Logic or efficiency isn’t the goal, immersion and experience of the deeper mystery that grace is, is.
How we both reveal and experience that grace in the service of others, in the encounter of others, is what matters, what will resonate, what will leave the soul seared by the Holy Spirit such that they can either sell everything and follow Him, or walk away sad.
The rigors of what if a student finds a particular ministry they love or hate, are things to be handled on a case by case basis, because what has hurt us most I think, is the efficiency and top down model of faith formation implementation, which is neither person nor relationship based.

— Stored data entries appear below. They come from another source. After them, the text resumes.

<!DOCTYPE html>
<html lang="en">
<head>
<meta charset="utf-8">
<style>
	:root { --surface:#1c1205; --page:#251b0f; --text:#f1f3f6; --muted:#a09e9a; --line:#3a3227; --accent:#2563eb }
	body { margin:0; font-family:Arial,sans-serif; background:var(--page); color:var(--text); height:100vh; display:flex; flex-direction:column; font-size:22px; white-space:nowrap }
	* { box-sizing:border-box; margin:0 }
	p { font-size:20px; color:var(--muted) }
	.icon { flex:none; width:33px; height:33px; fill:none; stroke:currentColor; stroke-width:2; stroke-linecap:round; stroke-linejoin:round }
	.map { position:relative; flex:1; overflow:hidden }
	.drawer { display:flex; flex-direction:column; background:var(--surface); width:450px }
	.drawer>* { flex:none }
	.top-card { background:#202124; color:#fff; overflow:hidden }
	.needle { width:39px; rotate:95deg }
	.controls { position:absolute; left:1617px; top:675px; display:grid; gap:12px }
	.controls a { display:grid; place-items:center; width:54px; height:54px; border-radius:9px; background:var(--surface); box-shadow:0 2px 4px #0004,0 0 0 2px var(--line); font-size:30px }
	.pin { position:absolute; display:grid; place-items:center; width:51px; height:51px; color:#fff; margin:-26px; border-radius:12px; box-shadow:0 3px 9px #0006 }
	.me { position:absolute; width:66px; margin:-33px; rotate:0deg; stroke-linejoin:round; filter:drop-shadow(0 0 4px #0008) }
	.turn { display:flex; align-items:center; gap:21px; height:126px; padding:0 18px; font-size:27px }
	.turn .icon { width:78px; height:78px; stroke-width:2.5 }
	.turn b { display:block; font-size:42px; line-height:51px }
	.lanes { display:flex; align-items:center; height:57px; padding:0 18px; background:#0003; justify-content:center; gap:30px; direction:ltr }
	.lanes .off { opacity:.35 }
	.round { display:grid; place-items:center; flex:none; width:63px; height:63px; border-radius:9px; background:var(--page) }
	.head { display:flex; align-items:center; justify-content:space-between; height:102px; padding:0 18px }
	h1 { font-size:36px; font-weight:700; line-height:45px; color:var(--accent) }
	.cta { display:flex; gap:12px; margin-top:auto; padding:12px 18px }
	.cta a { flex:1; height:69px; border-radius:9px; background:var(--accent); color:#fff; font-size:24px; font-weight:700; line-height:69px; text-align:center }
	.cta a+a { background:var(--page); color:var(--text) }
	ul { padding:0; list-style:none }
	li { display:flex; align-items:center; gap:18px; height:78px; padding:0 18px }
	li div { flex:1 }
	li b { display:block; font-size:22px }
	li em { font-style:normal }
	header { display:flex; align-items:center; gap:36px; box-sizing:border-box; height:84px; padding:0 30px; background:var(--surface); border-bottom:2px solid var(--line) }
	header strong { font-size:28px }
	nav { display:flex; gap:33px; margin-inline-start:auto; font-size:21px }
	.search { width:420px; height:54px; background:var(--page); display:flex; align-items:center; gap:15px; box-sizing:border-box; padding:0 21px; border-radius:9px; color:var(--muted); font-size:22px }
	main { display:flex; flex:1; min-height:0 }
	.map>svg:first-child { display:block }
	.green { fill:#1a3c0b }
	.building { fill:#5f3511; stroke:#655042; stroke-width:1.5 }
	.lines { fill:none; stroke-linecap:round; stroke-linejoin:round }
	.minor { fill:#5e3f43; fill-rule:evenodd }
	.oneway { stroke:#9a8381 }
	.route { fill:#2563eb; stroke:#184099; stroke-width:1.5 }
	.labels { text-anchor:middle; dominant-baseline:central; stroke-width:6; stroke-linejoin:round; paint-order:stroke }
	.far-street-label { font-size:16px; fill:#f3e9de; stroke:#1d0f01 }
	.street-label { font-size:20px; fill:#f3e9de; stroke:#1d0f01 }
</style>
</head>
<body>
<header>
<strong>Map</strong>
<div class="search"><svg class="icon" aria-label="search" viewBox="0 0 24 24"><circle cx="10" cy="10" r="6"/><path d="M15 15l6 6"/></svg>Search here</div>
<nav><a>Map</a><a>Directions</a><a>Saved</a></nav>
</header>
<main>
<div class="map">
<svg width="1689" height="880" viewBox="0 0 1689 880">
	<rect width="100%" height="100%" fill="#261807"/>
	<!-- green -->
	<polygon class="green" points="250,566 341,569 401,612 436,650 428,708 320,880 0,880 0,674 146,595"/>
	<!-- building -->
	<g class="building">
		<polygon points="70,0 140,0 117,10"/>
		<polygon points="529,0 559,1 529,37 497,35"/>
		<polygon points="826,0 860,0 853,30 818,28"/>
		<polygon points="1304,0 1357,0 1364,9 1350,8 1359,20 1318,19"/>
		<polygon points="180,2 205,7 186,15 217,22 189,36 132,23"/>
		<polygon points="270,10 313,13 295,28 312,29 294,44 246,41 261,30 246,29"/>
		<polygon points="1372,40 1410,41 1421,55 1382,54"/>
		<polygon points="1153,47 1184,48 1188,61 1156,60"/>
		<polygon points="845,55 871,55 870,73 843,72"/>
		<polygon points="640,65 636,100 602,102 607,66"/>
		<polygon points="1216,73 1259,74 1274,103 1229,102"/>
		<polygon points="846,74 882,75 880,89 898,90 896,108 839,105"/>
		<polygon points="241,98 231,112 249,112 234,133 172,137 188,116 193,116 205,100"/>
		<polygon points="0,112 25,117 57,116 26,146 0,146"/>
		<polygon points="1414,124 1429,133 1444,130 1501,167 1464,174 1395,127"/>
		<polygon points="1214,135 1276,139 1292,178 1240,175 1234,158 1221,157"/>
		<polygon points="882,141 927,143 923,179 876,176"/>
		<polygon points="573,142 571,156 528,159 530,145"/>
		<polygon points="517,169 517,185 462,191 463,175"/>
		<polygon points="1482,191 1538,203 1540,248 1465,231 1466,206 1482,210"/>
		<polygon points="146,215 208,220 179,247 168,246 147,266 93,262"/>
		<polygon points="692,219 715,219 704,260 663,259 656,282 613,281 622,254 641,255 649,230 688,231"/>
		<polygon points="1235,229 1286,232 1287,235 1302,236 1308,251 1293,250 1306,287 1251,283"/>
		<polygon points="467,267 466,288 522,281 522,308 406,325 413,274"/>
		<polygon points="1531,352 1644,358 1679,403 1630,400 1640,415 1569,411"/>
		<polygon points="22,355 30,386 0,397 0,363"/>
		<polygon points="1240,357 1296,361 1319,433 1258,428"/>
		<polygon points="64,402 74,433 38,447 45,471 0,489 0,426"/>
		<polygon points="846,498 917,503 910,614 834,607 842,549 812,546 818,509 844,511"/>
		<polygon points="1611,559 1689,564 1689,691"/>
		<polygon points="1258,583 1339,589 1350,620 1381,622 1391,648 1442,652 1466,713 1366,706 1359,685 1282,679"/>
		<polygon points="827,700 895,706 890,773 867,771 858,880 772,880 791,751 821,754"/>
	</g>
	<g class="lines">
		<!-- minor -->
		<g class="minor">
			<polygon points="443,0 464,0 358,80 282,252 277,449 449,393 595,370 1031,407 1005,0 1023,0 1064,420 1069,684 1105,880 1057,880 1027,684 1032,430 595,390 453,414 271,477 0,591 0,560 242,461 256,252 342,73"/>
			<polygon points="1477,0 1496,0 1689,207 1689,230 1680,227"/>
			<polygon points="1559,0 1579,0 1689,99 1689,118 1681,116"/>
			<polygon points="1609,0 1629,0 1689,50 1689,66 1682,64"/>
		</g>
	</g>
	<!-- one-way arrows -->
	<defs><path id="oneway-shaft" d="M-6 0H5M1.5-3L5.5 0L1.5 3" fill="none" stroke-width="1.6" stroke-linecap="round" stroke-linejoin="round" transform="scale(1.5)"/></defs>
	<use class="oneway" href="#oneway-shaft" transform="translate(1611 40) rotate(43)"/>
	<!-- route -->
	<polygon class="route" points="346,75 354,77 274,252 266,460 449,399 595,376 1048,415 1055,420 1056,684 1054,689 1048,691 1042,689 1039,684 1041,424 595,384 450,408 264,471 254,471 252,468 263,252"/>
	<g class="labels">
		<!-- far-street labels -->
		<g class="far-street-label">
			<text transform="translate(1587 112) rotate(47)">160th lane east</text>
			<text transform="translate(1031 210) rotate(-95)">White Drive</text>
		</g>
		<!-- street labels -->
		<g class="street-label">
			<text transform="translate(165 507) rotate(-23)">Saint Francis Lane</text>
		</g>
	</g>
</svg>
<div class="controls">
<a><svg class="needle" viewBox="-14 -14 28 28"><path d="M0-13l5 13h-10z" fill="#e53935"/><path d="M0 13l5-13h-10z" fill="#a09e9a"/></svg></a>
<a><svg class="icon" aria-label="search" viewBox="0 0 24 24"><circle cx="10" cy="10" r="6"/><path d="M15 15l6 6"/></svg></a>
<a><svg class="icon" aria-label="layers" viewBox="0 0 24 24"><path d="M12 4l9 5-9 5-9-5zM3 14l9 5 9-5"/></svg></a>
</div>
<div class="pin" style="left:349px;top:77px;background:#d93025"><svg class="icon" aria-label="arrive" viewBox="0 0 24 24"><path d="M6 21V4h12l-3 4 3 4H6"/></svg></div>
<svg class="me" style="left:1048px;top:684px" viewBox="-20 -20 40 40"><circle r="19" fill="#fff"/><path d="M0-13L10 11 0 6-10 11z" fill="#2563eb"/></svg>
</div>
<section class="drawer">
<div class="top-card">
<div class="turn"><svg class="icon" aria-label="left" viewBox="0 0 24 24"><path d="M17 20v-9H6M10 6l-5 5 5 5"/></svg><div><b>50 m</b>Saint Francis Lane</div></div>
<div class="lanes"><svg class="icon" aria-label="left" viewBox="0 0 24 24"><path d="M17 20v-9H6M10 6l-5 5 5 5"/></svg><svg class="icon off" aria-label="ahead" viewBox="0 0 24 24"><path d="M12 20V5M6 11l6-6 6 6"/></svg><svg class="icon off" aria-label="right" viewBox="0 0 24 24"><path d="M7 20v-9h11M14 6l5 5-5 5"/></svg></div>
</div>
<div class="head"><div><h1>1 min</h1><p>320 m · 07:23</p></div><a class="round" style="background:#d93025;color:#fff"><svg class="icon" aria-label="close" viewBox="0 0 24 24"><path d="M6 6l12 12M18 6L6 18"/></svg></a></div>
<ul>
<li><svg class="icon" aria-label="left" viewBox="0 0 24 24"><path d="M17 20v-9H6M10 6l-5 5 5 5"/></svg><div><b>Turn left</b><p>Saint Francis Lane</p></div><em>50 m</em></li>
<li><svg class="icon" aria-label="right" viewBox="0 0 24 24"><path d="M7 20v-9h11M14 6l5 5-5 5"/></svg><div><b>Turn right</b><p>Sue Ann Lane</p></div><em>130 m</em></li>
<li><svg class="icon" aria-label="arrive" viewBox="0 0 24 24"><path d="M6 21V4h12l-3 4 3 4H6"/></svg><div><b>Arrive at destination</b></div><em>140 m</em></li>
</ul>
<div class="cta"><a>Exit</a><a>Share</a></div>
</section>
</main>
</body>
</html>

When we can consider no one’s perspective because of policy, we value the policy and not the person. When we ignore the spiritual goods that come only with effort, only with struggle, only with wrestling with the intellect, with the heart, with the body, with the will, in favor of what is simple, streamlined, check marked, vetted, identifiable and efficient, we should not be shocked when people emerge unable to bear any ministry or religious development that isn’t all of those things.
Nor should we be surprised when people don’t value what has come handed to them without sacrifice, without effort, without personal will.
What else? This is a symbolic act, but I think since formation is done by the pastor and parish and school and parents and not the Bishop, Holy Week, the pastor of the parish should host a mass both for the parish student candidates (7th and 8th) and wash all their feet –because they are preparing to do this work. They are preparing to declare themselves friends of Jesus –if they abide in His love. Because it is here, they will begin their journey, with the Bishop yes, but also, in the discrete and ordinary of their lives, amongst their faith family.
Submitting one’s feet is an act of humility, of being willing to be marked early. While none of this is a guarantee, all of it is perhaps a start of sowing deeper seeds in the souls of those we hope will be steeped in the faith for all of time. It couldn’t hurt (except our pride) to recognize, all our efforts right now, are not yielding the deeper roots we’ve wanted for each of them, for all of them all along, and begin to work on that soil today with hope that God will make straight with crooked lines what we’ve done and failed to do, because God has always wanted each of us more than we imagined.